Instead of being mindful of the ever-present dangers, they casually put themselves, their employees and members of their own families, at risk every day of the week, heedless of the need for caution when dealing with potentially lethal machinery and dangerous products.

With predictable and depressing regularity, the public has come to expect a litany of farm deaths in the annual safety figures.

Usually, they include tragic instances of children falling into uncovered slurry pits, farmers being gored by supposedly safe animals, or crushed by deadly machinery.

What is particularly deplorable is the fact that over the last ten years 43 children have perished in farming accidents. Indeed, there can be no more graphic illustration of the need for heightened safety on the farm than the annual roll call of child fatalities, a heart rending scenario that tells its own story.

The obvious implication is that in spite of repeated alerts from State agencies like Teagasc, and also by the major farming organisations, including Macra na Feirme which reaches out to younger farmers, such warnings have gone unheard.

Thankfully, the number of child fatalities has declined in recent times but this gives no cause for complacency. The death of one child is still one death too many.

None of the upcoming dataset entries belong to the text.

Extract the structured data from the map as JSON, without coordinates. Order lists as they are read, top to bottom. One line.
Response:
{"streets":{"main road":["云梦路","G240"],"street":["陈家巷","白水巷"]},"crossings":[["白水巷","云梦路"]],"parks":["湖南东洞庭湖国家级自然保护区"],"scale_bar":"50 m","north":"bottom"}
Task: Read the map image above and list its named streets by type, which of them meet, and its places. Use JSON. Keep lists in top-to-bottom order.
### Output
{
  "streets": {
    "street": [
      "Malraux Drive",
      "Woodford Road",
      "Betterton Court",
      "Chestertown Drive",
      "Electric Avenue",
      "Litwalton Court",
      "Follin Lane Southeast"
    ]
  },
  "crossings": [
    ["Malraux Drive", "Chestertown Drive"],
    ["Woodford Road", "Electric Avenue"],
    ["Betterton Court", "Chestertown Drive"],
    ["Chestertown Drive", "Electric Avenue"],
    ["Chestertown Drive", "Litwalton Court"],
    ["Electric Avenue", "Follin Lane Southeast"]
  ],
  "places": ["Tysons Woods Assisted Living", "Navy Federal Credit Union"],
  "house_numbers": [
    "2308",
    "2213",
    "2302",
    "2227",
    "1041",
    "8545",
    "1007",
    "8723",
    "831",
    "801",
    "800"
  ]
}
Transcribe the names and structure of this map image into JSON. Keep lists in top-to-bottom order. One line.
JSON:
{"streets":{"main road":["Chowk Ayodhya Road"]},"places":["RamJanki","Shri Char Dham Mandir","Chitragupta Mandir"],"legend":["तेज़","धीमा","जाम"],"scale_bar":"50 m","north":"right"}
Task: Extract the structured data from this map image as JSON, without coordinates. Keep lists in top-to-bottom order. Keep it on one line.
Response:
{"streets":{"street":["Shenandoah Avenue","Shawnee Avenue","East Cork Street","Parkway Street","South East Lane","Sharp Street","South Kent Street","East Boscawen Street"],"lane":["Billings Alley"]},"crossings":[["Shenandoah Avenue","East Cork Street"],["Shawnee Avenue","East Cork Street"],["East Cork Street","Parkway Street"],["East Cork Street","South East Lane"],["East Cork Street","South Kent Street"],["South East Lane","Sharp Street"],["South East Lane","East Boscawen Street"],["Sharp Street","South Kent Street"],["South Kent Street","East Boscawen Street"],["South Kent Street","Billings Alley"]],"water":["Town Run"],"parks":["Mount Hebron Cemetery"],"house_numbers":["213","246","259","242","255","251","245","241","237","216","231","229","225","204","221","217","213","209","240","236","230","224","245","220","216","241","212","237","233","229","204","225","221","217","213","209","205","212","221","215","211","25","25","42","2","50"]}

The grim fact remains that the traditionally high-risk sector of agriculture continues to claim a highly disproportionate share of lives relative to the number of people working in the industry.

Throwing money at the problem with a view to enhancing safety is not the answer. Arguably, it requires a sea-change of the mind set of people engaged in farming.

Ironically, while most people in agriculture acknowledge that farmers are extremely lax when it comes to safety, they prefer to point the finger of blame at neighbours rather than see the mote in their own eye.

Tragically, unless attitudes change and farmers show a readiness to adopt a more realistic approach to safety on the farm, the annual death toll will continue.

As one expert put it, farm safety is not a question of money it is a question of attitude.